Эквилибрист первым протянул мне руку:

– Эдик. Эдуард Петров. Вы тоже москвич?

– Да.

– Замечательно… А это Катя Гуревич. Из Ленинграда. Вернее – из Израиля… Это Нартай. Нартай Сапаргалиев. Он из Алма-Аты.

Я всем пожал руки и назвал себя. Втайне я надеялся, что когда они услышат мою фамилию, кто-нибудь из них обязательно воскликнет: «Так это вы написали то-то и то-то?!»

Но ничего подобного не произошло. Никто, никто не знает авторов даже очень известных фильмов!.. Хотя «в начале было Слово».

– Очень приятно, – вежливо сказал Эдик, переглянулся с Нартаем и Катей и неожиданно предложил мне: – Не хотите ли где-нибудь пивка выпить? У нас сегодня был неплохой день, и… мы приглашаем.

– Идея превосходная, – немедленно согласился я. – Но у меня есть встречный вариант: вы ведете меня в ближайший симпатичный ресторанчик, а приглашаю всех я. И, пожалуйста, не возражайте. У вас сегодня был неплохой день, а у меня была очень неплохая последняя пара лет…


На четвертый день моего пребывания в Мюнхене сценарий был переведен на нормальный немецкий язык, и президент киностудии наконец смог его прочитать.

После пышного комплиментарного вступления с обещаниями завоевать будущим фильмом весь кинорынок мира, президент попросил внести в сценарий некоторые изменения: часть эпизодов, происходящих в дорогостоящих декорациях, вынести на так называемую натуру. То есть, предположим, сцену царского приема в дворцовых покоях снимать на какой-нибудь лесной или садовой лужайке, что при производстве фильма обойдется вдесятеро дешевле…

Но самое серьезное требование президента касалось одного второстепенного, но очень забавно придуманного мною персонажа. В сценарии у меня действовал, смею надеяться, довольно смешной тип – международный наемный террорист прошлого века с явным уклоном в пассивный гомосексуализм.

Так вот, президент киностудии самым жестким образом потребовал убрать всю иронию в адрес этого террориста, заявив, что сегодня на Западе отношение к гомосексуализму более чем серьезное, и при будущем прокате фильма ему совсем не хочется вступать в конфликт с широкими слоями западной гомосексуальной общественности!

А чтобы я смог пережить президентские требования менее болезненно и более творчески, мне были вручены (на время) старая пишущая машинка с русским шрифтом и (навсегда!) пять тысяч марок в качестве второго аванса.

С раннего утра я трещал в своем гостиничном номере на машинке, внося необходимые поправки в сценарий, привычно ухитряясь сделать так, чтобы волки были сыты и овцы остались целы. У меня был тридцатилетний опыт подобных поправок, и я не очень сетовал на свою судьбу.

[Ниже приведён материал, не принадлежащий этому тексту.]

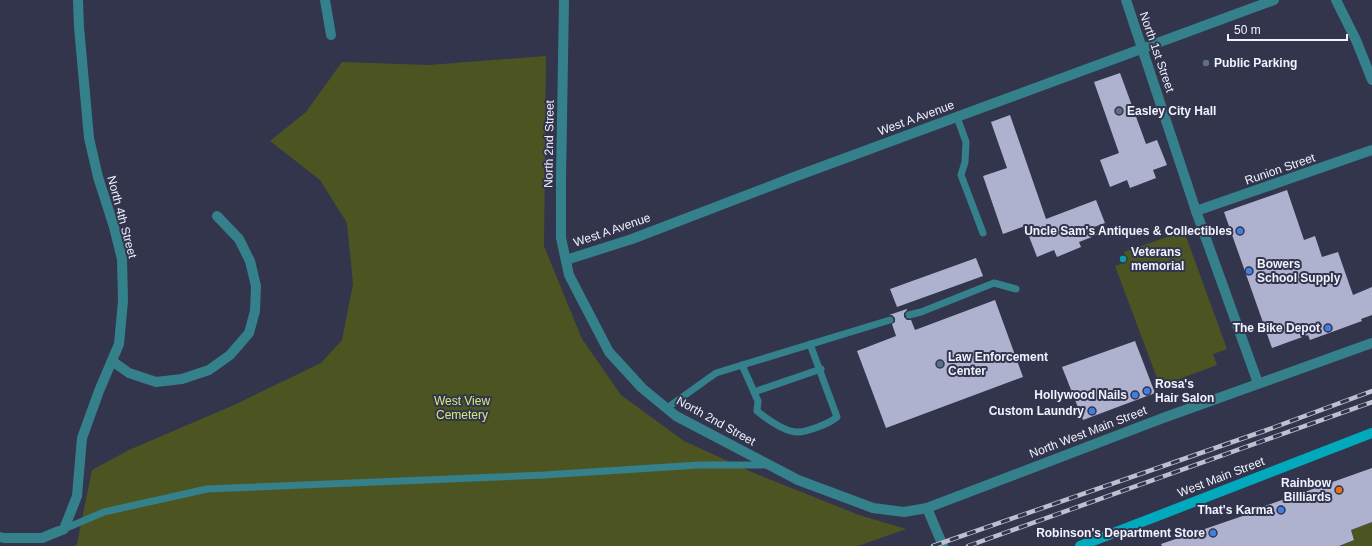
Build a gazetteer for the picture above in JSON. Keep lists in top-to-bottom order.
{
  "streets": {
    "main road": ["West Main Street"],
    "street": [
      "North 1st Street",
      "West A Avenue",
      "North 2nd Street",
      "Runion Street",
      "North 4th Street",
      "North West Main Street"
    ]
  },
  "crossings": [
    ["North 1st Street", "West A Avenue"],
    ["North 1st Street", "Runion Street"],
    ["North 1st Street", "North West Main Street"],
    ["West A Avenue", "North 2nd Street"],
    ["North 2nd Street", "North West Main Street"]
  ],
  "parks": ["West View Cemetery"],
  "places": [
    "Public Parking",
    "Easley City Hall",
    "Uncle Sam's Antiques & Collectibles",
    "Veterans memorial",
    "Bowers School Supply",
    "The Bike Depot",
    "Law Enforcement Center",
    "Rosa's Hair Salon",
    "Hollywood Nails",
    "Custom Laundry",
    "Rainbow Billiards",
    "That's Karma",
    "Robinson's Department Store"
  ],
  "scale_bar": "50 m"
}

Вечерами же я встречался с Эдиком, Катей и Нартаем или с кем-нибудь одним из них и до следующего дня начисто забывал о своем сценарии. Чего со мной раньше никогда не бывало…

Поразмыслив, я и этому нашел объяснение.

Милая, забавная история стопятидесятилетней давности, положенная в основу моего киносочинения, не шла ни в какое сравнение с историями моих сегодняшних новых знакомых. Она просто не стоила выеденного яйца!

На один и тот же вопрос, который я в разное время задавал каждому из них, – «Как ты сюда попал?» – они отвечали настолько по-разному, настолько по-своему, так естественно и искренне соответствуя своему возрасту, своей речи, своим оценкам происходящего вокруг них, что я просто не рискую сам пересказывать эти истории.

Мне очень хочется, чтобы были услышаны именно их голоса…

Часть вторая,

рассказанная акробатом-эквилибристом Эдуардом Петровым, – о том, как он вдруг понял, что пора менять цирк…

…Короче, когда я увидел, что они начали стрелять друг в друга, я понял, что начинается общегосударственный пиздец. И я сказал себе: «Эдик, когда свои начинают убивать своих только потому, что у одних член обрезан не под ту молитву, под которую он был обрезан у других, – из этой страны надо сваливать как можно быстрее! Пока целы руки и ноги, пока есть голова на плечах, пока манеж во всех цирках мира – тринадцать метров в диаметре и ты владеешь профессией, не требующей никакого языка, – нужно линять, ни на что не оглядываясь!..»

Тем более что в цирке я ни от кого не зависел. У меня, слава богу, партнеров нет. Я выхожу в манеж один, работаю свой эквилибр, и… общий привет! И если я сегодня не выйду на публику – от этого никто не пострадает. Инспектор манежа сделает небольшую перестановку номеров в программе, слегка изменит схему выхода коверных в паузах и вывесит дополнительное авизо за кулисами у форганга.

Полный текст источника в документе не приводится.